If you’re bringing your drone on a plane trip, make sure to read up your airline’s policies on drones and batteries. Some airlines only allow drones as carry-on baggage, while others will require them to be checked in. Countercheck your airline’s rules on batteries versus the capacity of your batteries. You might not be able to bring all your spare batteries on this trip depending on their Watt-hour ratings.

Read up on sectional charts

Foreigners coming to the US are very likely to not know how to identify controlled airspace. This is perfectly understandable, as not even most US citizens know about them either. The FAA restricts all drone flight within controlled airspace unless the proper authorization has been granted.

The best way to know if you’re flying at or near controlled airspace is by checking a sectional chart. You don’t need to buy a manual, as these sectional charts can be viewed using popular drone flight planning apps like Airmap and KittyHawk. The advantage of these apps is that they also allow you to send waiver requests through LAANC – an automated centralized system for processing airspace authorization requests.

Research the local laws

Local policy on drone flight is something that even American drone pilots struggle with. There are simply way too many concerns about drone flight that cities and states have resorted to coming up with their own drone restrictions. This has made compliance difficult, as these policies can change from one city or state to the next.
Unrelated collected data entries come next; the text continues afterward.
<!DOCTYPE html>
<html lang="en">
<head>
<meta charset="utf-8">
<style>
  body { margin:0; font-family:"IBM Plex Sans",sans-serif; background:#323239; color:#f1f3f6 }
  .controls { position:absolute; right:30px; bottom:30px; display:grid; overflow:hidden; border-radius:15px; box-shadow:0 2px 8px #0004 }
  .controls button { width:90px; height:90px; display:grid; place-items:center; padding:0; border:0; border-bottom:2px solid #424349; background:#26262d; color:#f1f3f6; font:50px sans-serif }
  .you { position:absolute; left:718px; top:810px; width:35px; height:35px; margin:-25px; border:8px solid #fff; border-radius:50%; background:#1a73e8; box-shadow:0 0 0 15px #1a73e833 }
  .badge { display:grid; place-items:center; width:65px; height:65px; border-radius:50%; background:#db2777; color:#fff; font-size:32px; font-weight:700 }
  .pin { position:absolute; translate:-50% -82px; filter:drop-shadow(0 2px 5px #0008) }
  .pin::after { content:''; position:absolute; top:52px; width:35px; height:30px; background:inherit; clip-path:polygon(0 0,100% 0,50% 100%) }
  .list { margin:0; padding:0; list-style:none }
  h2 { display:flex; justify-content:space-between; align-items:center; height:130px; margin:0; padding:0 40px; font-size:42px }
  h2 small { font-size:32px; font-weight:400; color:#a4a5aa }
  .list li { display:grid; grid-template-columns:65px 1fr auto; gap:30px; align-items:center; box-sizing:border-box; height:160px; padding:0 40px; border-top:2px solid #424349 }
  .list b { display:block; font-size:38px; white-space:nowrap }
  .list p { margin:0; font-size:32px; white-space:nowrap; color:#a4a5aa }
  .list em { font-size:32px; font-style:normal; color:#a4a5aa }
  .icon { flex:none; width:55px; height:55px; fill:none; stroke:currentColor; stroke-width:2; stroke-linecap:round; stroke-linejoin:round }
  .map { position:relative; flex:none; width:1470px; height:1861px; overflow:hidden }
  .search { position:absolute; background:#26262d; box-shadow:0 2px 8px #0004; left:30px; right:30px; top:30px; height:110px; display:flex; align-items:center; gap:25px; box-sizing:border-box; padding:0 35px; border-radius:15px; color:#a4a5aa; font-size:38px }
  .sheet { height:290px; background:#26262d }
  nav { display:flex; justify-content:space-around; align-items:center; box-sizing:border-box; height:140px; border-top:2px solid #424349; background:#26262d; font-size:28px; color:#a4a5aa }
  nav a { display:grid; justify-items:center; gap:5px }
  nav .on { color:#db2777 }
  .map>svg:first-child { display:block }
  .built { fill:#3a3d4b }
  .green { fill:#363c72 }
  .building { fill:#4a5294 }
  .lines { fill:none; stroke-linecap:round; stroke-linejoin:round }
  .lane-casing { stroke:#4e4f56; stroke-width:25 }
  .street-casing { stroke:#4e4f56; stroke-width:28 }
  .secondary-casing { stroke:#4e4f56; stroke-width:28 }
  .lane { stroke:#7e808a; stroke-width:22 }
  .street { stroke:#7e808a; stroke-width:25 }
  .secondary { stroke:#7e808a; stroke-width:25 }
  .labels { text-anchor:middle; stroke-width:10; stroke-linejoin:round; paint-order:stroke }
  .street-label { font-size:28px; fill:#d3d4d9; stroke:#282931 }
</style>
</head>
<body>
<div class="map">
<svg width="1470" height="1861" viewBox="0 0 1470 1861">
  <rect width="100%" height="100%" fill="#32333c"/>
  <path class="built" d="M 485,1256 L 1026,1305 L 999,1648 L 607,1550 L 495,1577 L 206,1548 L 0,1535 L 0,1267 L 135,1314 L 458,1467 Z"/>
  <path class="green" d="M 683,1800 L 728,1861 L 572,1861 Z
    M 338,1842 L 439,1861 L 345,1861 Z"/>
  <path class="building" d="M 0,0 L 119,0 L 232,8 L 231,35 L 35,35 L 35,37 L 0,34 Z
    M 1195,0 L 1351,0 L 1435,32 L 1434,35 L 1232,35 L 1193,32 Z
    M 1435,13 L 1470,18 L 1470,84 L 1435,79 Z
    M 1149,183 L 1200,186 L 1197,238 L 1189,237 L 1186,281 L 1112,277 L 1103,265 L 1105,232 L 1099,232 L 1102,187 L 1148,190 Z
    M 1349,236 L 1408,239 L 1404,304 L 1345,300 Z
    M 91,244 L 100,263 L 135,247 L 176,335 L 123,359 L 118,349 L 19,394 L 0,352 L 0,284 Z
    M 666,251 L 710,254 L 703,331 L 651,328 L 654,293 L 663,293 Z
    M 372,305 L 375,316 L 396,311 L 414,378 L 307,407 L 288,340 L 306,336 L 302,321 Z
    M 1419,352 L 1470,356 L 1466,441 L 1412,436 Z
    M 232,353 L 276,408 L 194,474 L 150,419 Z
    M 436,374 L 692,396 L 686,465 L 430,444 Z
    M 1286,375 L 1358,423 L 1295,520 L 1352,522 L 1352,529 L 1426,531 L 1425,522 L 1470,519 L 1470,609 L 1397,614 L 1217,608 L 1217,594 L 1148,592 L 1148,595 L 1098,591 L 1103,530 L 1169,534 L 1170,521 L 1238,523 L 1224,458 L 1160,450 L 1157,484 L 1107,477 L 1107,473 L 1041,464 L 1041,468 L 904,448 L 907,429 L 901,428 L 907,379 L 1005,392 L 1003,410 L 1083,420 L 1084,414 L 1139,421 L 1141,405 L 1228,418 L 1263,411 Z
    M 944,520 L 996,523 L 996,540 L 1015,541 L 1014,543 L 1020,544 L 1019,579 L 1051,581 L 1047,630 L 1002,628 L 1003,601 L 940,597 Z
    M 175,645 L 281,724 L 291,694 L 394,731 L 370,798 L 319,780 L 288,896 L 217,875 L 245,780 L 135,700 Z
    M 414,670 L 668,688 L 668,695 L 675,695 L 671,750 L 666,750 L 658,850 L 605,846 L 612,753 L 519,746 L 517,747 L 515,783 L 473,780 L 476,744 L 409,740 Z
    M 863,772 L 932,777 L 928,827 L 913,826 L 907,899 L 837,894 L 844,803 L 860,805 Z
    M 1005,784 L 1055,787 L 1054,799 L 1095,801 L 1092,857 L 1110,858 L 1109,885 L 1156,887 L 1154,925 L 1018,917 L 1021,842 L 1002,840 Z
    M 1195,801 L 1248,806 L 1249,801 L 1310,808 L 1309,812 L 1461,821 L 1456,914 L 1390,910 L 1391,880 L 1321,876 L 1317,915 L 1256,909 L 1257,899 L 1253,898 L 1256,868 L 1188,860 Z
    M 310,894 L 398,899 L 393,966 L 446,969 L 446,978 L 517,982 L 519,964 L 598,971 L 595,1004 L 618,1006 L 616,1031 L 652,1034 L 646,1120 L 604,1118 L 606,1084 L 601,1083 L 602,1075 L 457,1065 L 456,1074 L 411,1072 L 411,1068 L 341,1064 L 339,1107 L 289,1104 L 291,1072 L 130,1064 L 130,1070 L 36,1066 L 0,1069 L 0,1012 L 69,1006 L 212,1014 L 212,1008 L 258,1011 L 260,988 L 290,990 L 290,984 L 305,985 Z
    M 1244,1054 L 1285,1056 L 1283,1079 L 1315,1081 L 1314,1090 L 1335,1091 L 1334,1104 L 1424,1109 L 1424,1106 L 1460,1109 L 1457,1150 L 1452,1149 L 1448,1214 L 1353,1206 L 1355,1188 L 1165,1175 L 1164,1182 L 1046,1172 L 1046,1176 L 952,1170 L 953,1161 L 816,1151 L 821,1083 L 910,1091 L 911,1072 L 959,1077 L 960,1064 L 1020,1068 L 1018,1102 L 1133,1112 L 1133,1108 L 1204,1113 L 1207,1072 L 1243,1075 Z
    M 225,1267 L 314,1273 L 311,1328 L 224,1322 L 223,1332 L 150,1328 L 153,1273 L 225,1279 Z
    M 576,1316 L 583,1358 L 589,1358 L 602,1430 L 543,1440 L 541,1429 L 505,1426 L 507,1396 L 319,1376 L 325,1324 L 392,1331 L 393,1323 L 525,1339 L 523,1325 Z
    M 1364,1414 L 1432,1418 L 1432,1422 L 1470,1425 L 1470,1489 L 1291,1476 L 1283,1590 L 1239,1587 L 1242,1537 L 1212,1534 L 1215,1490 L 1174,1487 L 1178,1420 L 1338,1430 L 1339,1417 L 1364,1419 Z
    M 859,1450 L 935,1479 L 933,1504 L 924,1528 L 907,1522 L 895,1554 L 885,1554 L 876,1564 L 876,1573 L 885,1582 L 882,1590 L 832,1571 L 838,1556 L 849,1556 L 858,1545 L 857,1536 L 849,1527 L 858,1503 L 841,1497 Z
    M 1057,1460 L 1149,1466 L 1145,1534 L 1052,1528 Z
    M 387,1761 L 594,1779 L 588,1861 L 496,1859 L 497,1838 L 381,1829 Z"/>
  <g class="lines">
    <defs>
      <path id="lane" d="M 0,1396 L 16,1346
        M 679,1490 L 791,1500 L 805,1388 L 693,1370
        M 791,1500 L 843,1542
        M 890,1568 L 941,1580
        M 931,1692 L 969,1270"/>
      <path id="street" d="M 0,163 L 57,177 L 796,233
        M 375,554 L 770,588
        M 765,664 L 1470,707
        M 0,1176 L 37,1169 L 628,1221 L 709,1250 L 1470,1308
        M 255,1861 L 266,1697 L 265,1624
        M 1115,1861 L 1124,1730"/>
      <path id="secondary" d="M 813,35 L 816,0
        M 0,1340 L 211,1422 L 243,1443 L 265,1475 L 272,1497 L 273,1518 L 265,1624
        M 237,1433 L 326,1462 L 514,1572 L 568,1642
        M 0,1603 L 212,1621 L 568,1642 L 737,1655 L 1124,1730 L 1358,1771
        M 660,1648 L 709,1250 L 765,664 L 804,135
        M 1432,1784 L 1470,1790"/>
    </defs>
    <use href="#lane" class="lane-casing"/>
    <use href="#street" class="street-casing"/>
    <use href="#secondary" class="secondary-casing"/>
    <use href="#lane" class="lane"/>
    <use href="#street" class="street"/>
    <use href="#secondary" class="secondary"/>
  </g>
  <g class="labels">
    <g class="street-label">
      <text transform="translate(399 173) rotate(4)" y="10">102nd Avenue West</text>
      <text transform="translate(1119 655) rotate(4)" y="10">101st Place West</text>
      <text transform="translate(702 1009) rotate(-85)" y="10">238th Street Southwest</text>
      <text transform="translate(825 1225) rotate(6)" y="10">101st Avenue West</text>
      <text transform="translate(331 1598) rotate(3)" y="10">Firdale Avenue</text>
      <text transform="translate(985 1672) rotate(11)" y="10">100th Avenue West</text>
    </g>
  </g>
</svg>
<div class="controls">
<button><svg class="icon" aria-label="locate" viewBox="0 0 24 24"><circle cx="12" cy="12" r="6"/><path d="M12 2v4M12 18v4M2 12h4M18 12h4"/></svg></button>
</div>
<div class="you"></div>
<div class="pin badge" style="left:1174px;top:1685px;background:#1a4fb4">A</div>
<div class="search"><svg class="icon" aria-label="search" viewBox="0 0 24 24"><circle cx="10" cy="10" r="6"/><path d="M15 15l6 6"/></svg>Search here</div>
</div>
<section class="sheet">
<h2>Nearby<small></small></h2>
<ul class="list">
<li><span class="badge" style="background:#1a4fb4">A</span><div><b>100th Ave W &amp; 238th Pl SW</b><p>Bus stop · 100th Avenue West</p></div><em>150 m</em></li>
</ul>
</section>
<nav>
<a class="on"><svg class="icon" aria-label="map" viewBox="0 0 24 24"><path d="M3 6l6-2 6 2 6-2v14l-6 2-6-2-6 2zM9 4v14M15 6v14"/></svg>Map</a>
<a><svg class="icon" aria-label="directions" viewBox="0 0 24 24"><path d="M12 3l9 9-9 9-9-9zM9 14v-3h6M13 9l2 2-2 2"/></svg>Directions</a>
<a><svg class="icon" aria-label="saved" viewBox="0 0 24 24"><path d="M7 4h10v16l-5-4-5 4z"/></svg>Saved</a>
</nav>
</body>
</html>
If you’re a foreigner wanting to fly a drone in the US, you have your work cut out for you. Not only do you have to read up on federal laws, but you’ll also have to do a bit of research on the city or state you plan to operate in. This goes for both recreational and commercial drone operations.

Final thoughts

Coming to the US to fly a drone sounds like an exciting idea but it’s also somewhat complicated. After all, there’s a reason that the US national airspace is recognized as one of the safest in the world. Now that drones have been integrated into the national airspace, drone flight has also become subject to several FAA restrictions.

With rules that are still in a constant state of evolution, keeping up with drone-based policies is quite challenging even for US-based drone pilots. If you’re coming to the US to fly a drone, we cannot stress enough how important it is to do your research. The worst thing that could happen is that you find yourself violating some local or federal law because of a lack of knowledge – which, of course, is not an excuse.